ENTRIES SHOWN:
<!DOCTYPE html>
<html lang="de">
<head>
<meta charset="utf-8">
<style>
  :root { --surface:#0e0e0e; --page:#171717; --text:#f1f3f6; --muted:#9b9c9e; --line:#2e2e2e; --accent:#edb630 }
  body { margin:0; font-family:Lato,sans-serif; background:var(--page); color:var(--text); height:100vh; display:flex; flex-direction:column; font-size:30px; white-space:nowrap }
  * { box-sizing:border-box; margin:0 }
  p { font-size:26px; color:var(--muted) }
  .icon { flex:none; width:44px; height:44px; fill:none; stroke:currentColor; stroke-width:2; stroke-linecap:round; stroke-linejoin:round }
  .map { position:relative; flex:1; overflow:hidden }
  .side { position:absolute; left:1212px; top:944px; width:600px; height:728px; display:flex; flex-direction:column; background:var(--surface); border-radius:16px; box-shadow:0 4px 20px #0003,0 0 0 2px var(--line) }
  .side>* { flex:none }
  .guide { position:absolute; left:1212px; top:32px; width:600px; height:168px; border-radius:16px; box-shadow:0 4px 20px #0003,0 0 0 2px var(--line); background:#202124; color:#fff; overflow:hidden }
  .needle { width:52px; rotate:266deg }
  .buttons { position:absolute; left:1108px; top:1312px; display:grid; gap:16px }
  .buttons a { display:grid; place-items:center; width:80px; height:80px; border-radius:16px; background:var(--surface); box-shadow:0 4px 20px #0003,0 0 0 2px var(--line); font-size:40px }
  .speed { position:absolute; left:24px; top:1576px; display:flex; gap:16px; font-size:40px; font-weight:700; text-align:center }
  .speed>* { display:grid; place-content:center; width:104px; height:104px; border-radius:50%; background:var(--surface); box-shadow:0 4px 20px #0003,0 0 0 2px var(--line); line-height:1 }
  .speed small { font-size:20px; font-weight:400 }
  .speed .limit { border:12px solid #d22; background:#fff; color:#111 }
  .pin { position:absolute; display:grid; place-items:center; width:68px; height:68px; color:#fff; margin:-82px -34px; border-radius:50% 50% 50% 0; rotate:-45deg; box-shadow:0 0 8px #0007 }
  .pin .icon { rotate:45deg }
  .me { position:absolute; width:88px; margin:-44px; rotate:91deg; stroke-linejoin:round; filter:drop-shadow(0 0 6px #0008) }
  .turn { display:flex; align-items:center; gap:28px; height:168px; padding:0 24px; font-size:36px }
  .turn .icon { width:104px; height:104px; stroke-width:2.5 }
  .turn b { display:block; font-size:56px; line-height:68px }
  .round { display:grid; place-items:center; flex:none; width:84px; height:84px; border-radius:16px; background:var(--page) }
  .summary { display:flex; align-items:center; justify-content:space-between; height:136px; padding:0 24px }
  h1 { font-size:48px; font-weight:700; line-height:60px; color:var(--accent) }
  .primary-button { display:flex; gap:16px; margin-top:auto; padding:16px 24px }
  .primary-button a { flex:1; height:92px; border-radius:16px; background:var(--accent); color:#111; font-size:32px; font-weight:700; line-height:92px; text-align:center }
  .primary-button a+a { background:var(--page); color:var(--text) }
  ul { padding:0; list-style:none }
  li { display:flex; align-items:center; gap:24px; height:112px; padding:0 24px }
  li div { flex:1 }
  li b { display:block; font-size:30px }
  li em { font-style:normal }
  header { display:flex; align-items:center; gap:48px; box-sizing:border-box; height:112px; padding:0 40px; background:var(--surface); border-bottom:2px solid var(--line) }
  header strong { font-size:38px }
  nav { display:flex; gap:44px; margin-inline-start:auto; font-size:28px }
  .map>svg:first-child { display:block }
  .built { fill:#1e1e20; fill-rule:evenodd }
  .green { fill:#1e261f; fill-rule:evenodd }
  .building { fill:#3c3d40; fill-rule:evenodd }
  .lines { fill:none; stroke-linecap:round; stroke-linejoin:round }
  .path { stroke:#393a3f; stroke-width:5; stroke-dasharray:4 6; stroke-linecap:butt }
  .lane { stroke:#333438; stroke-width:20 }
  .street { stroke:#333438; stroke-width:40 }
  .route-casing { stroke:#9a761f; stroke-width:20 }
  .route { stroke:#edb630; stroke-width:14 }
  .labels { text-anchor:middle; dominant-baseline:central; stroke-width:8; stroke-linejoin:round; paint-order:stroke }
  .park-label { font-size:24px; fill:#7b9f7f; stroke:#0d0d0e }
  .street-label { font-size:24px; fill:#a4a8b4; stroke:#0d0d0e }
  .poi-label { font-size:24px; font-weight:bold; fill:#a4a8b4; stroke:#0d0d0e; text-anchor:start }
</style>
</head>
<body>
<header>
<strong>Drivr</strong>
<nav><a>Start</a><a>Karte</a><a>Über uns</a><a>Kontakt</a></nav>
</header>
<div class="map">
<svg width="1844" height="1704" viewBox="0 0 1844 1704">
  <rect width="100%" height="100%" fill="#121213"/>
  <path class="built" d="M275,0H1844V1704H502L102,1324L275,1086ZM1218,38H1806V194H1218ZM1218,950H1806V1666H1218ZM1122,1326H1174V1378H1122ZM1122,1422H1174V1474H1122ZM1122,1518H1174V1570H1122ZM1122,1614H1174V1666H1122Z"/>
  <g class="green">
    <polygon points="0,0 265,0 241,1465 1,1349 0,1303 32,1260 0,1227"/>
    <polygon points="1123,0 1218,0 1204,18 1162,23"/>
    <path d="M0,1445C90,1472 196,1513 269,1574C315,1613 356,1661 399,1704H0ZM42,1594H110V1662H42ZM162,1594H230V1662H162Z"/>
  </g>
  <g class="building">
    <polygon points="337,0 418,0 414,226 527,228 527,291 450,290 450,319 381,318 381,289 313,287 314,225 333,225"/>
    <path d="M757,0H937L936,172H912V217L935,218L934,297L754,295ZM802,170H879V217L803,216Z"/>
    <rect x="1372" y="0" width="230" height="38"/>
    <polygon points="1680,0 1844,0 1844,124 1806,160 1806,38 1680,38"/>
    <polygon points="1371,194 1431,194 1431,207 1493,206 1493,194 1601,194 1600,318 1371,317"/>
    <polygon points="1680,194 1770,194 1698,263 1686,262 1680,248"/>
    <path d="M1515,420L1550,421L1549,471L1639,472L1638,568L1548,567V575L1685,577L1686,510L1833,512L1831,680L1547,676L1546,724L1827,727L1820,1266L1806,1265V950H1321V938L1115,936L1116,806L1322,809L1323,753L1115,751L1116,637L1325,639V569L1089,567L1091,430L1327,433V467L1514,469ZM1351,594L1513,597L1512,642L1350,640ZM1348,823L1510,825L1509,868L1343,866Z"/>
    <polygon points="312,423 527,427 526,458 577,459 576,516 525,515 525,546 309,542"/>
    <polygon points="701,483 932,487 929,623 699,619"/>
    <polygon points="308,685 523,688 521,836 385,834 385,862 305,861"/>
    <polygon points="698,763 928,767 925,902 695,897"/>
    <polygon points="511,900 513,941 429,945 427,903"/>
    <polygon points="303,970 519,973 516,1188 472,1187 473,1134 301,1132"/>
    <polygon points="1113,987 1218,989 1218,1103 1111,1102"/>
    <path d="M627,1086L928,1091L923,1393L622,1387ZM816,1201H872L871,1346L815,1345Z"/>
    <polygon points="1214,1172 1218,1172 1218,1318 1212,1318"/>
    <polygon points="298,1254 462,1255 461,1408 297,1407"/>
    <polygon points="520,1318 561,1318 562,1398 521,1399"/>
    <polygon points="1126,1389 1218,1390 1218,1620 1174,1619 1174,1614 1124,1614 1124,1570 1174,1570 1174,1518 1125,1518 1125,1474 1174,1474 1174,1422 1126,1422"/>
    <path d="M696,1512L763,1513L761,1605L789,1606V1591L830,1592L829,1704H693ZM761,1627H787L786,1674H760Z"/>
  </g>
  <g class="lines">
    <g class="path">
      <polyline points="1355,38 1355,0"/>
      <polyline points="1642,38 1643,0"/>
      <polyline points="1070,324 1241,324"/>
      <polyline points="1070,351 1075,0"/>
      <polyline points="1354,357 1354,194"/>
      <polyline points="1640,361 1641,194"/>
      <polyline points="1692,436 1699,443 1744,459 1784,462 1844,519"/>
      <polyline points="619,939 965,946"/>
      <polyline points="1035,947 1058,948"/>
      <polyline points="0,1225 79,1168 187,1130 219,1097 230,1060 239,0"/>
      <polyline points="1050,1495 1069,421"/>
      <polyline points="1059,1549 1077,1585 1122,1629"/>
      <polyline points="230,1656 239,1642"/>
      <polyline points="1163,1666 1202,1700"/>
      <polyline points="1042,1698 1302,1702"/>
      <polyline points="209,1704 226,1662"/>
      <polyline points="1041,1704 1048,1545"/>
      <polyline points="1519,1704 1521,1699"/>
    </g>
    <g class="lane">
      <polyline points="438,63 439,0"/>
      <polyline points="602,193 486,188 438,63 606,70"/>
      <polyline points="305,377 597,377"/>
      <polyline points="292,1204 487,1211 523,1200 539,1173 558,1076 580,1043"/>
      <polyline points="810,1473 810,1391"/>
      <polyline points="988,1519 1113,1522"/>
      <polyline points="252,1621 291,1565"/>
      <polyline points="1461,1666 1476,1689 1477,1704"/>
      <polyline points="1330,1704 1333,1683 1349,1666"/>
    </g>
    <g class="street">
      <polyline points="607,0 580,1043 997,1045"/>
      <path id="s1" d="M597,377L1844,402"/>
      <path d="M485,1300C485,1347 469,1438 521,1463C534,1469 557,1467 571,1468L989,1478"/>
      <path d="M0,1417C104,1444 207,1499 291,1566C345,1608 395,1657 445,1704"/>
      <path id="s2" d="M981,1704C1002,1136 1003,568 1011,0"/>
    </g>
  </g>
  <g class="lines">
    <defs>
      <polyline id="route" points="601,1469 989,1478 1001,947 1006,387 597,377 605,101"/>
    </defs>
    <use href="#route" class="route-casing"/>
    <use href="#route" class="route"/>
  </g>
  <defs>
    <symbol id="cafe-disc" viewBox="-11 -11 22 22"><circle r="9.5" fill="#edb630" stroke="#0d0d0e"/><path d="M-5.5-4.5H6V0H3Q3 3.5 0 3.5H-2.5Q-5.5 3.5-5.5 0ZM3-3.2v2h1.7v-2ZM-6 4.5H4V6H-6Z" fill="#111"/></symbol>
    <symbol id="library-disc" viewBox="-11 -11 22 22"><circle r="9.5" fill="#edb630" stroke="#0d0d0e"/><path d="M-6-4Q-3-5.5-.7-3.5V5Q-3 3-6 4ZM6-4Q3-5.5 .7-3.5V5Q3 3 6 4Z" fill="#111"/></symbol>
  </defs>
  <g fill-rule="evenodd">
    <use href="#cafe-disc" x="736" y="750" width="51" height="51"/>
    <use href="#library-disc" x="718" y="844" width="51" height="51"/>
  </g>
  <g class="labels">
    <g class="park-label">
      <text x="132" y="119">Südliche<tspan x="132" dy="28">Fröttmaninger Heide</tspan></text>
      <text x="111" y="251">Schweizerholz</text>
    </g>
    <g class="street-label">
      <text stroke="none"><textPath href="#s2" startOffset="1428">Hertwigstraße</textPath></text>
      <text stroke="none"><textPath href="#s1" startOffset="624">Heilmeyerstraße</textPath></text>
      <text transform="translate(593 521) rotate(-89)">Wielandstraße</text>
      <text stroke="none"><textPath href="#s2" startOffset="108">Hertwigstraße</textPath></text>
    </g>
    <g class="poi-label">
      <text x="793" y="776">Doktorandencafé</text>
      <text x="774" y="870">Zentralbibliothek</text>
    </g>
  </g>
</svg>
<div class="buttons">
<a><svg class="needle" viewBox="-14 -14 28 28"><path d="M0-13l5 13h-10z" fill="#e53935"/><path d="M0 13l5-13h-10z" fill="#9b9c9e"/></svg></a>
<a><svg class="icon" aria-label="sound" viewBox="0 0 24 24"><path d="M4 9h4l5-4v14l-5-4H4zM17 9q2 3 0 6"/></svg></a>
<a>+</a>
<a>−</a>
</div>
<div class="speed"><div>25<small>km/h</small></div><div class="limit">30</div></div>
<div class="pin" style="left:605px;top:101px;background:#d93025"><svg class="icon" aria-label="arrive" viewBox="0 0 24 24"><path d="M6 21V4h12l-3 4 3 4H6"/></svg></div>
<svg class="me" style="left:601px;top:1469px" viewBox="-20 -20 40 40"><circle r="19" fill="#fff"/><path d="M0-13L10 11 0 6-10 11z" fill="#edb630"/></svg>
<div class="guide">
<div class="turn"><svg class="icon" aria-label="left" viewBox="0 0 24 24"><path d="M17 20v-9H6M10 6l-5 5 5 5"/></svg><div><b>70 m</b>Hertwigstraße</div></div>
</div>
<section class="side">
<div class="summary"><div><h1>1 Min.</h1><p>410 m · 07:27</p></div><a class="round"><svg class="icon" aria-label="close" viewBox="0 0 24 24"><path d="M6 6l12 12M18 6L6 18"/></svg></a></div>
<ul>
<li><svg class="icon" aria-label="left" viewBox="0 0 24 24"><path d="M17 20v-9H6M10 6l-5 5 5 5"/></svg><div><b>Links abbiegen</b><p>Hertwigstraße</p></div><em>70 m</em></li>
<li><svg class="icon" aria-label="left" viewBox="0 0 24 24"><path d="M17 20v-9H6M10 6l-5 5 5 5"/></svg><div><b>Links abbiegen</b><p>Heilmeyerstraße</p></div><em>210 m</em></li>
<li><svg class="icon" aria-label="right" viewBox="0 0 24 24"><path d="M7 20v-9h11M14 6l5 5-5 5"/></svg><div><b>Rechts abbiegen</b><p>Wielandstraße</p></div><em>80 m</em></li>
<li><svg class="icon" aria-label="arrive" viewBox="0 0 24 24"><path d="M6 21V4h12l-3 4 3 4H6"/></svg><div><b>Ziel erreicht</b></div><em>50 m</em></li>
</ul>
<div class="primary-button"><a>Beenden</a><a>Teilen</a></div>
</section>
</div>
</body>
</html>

ACTIVITY: Pull out all lines from the entries above in which the word "small" appears.

RESULT OF THE TASK:
  .speed small { font-size:20px; font-weight:400 }
<div class="speed"><div>25<small>km/h</small></div><div class="limit">30</div></div>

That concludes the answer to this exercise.